Once the line containing "for (const r" is found in the entries below, reproduce it and every line after it, stopping at and including the line containing "context.rotate((+turn || 0)"; reproduce nothing else, and keep each line exact.

→ **Dataset items**
= = = = =

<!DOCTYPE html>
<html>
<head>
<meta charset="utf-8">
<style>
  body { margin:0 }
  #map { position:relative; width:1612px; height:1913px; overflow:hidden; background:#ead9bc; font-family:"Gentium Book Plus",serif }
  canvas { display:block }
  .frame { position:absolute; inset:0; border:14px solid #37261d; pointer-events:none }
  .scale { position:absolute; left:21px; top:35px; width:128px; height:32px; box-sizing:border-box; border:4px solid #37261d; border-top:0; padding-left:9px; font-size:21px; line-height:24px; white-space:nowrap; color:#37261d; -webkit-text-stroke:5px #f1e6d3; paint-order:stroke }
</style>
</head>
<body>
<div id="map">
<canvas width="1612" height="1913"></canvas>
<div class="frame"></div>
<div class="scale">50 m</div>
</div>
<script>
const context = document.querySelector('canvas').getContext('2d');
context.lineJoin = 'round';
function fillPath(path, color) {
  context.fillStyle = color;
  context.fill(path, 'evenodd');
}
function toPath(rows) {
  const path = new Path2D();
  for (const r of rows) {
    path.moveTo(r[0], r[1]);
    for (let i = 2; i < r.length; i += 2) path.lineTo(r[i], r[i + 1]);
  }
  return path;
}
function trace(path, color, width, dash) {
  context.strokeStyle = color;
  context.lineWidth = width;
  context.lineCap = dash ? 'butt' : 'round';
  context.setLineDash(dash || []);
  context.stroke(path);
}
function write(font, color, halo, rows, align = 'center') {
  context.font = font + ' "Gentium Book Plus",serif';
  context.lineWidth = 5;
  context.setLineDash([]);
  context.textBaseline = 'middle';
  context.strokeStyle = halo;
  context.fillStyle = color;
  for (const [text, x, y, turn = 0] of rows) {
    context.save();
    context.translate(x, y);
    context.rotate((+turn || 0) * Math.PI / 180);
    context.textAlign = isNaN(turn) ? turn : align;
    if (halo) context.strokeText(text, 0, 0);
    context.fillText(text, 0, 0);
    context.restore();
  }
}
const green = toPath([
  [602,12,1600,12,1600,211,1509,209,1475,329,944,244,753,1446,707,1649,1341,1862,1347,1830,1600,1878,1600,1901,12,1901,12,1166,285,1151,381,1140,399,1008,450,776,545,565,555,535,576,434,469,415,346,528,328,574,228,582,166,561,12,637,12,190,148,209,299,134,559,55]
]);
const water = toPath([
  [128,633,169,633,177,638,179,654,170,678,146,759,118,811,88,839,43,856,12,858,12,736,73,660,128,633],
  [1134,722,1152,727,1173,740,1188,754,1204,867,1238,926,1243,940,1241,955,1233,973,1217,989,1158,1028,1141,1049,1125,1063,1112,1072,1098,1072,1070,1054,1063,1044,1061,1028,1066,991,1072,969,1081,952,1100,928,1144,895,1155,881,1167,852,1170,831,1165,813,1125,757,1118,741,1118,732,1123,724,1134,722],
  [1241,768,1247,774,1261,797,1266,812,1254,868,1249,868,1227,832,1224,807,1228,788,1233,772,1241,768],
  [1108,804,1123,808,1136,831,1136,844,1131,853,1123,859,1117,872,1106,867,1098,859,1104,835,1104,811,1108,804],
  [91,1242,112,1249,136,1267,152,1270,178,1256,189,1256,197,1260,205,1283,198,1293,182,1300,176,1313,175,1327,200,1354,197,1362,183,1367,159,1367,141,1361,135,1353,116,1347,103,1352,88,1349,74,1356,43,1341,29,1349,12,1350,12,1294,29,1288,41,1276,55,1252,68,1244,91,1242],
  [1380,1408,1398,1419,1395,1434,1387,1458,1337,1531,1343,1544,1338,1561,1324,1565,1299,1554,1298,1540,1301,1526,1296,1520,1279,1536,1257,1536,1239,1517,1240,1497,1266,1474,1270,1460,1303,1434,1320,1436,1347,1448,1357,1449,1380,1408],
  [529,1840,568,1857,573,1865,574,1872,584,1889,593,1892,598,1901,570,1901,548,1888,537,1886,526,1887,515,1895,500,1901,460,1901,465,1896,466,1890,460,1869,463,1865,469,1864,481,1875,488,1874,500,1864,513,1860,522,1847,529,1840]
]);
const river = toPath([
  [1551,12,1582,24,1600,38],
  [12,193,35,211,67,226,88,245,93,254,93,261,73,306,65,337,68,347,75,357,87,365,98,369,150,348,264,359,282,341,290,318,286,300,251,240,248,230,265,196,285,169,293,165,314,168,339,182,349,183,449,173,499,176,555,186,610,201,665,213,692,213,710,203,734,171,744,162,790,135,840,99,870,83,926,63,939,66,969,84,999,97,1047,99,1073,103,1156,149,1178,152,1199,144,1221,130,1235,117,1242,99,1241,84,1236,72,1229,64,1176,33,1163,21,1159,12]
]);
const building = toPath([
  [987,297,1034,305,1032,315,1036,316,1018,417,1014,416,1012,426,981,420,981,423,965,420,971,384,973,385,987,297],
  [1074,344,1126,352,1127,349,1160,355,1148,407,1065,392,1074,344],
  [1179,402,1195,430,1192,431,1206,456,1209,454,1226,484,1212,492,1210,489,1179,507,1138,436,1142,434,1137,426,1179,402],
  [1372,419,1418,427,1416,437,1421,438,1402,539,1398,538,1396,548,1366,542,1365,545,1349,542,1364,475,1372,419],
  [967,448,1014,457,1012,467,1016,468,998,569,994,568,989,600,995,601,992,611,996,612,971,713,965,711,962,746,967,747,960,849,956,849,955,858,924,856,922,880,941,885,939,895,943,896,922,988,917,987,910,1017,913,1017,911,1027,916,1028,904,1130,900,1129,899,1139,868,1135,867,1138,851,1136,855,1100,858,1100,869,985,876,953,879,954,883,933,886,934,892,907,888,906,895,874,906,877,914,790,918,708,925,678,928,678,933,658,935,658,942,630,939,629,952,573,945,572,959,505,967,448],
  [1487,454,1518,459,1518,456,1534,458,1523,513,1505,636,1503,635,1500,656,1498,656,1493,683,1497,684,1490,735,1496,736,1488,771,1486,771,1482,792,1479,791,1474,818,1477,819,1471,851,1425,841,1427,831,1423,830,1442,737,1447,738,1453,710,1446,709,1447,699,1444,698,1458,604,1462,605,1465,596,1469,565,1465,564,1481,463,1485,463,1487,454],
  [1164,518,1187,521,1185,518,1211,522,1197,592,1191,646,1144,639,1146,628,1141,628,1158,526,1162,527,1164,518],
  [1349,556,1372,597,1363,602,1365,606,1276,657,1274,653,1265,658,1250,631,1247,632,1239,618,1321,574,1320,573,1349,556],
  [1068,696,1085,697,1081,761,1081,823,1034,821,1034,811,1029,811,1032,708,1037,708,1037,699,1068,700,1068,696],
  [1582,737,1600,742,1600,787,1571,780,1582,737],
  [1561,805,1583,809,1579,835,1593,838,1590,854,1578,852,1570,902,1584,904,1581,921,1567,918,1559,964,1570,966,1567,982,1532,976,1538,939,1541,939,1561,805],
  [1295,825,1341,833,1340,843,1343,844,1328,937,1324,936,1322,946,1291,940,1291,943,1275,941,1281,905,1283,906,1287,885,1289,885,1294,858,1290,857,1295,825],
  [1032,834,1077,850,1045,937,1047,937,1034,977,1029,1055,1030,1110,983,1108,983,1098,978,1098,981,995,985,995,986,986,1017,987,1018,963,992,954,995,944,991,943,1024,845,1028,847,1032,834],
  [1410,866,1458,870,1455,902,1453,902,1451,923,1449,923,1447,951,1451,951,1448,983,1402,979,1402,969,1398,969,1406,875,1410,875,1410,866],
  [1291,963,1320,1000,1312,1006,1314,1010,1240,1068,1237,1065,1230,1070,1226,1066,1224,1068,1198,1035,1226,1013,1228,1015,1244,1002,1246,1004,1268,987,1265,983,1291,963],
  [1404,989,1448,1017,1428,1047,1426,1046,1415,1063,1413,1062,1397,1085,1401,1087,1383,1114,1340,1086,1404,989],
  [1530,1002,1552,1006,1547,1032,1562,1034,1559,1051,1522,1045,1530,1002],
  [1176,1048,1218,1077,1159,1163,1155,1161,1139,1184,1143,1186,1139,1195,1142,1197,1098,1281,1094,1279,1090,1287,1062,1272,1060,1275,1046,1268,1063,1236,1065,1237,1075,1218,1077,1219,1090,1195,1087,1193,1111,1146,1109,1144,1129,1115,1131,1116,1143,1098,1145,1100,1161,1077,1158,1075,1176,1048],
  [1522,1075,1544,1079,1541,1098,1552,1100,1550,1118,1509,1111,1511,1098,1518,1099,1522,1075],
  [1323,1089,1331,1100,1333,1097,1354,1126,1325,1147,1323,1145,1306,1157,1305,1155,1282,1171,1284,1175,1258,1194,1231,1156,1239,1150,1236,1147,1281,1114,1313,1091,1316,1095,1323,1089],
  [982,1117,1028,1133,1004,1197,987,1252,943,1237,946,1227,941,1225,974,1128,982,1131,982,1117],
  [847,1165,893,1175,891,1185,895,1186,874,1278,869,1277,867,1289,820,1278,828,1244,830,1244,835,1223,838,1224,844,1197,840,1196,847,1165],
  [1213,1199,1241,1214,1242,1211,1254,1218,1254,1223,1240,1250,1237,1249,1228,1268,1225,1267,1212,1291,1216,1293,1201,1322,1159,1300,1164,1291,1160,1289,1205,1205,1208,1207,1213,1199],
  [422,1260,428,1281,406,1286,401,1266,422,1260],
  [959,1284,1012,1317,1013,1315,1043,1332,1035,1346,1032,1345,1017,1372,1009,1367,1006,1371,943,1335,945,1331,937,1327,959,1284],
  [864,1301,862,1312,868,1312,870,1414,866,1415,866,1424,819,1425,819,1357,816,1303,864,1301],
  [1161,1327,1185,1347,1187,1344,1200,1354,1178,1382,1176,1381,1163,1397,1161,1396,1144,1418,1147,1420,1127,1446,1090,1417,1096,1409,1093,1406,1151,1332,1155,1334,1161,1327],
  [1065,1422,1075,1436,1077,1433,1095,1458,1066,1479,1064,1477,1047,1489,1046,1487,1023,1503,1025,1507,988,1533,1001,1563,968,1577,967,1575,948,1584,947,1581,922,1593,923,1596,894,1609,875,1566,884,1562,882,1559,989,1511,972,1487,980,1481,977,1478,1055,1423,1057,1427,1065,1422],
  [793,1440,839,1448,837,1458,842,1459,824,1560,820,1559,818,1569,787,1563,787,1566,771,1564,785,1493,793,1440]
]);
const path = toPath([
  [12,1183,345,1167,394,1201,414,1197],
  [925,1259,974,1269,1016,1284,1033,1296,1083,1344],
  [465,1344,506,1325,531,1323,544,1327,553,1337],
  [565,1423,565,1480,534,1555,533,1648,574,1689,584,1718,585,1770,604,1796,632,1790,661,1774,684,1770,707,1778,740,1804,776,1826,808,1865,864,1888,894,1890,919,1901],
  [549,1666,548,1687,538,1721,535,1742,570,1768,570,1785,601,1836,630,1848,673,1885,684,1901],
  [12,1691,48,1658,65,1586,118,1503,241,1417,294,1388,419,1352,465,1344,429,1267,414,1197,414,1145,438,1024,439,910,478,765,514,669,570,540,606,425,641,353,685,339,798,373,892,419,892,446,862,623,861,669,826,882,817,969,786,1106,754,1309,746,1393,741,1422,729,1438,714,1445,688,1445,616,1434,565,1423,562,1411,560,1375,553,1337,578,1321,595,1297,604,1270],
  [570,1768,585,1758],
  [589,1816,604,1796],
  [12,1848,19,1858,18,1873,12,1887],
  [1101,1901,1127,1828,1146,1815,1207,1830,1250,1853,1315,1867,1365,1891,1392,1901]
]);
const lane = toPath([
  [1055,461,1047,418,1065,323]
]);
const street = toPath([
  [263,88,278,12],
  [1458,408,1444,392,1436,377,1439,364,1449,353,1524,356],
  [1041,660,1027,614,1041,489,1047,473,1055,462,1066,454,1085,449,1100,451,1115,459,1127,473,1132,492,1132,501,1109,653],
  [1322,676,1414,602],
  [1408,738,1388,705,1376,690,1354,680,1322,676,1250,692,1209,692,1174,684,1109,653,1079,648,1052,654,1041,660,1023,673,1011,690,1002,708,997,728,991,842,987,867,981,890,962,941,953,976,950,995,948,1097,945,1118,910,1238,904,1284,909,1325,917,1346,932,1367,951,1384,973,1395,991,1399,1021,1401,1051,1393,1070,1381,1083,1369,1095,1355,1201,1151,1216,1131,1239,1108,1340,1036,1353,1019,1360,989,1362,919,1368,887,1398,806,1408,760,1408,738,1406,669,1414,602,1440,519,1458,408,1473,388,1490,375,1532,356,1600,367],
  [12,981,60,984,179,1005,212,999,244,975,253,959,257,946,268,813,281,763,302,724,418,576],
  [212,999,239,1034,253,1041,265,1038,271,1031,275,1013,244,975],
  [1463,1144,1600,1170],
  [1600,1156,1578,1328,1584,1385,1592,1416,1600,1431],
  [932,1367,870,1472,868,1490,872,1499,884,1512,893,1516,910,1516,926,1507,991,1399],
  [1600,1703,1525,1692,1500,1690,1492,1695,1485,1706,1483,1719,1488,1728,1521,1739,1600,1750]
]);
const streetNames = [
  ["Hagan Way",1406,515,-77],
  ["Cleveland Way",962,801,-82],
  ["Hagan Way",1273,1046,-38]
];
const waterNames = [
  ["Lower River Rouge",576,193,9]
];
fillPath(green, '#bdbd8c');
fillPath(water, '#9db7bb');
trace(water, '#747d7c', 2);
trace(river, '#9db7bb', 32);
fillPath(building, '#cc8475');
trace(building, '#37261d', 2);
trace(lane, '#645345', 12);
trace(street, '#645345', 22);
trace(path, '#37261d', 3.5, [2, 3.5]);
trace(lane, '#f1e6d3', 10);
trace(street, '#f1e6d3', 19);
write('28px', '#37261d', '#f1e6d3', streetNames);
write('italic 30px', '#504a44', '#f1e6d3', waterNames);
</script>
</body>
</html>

= = = = =

→ **Answer space**
  for (const r of rows) {
    path.moveTo(r[0], r[1]);
    for (let i = 2; i < r.length; i += 2) path.lineTo(r[i], r[i + 1]);
  }
  return path;
}
function trace(path, color, width, dash) {
  context.strokeStyle = color;
  context.lineWidth = width;
  context.lineCap = dash ? 'butt' : 'round';
  context.setLineDash(dash || []);
  context.stroke(path);
}
function write(font, color, halo, rows, align = 'center') {
  context.font = font + ' "Gentium Book Plus",serif';
  context.lineWidth = 5;
  context.setLineDash([]);
  context.textBaseline = 'middle';
  context.strokeStyle = halo;
  context.fillStyle = color;
  for (const [text, x, y, turn = 0] of rows) {
    context.save();
    context.translate(x, y);
    context.rotate((+turn || 0) * Math.PI / 180);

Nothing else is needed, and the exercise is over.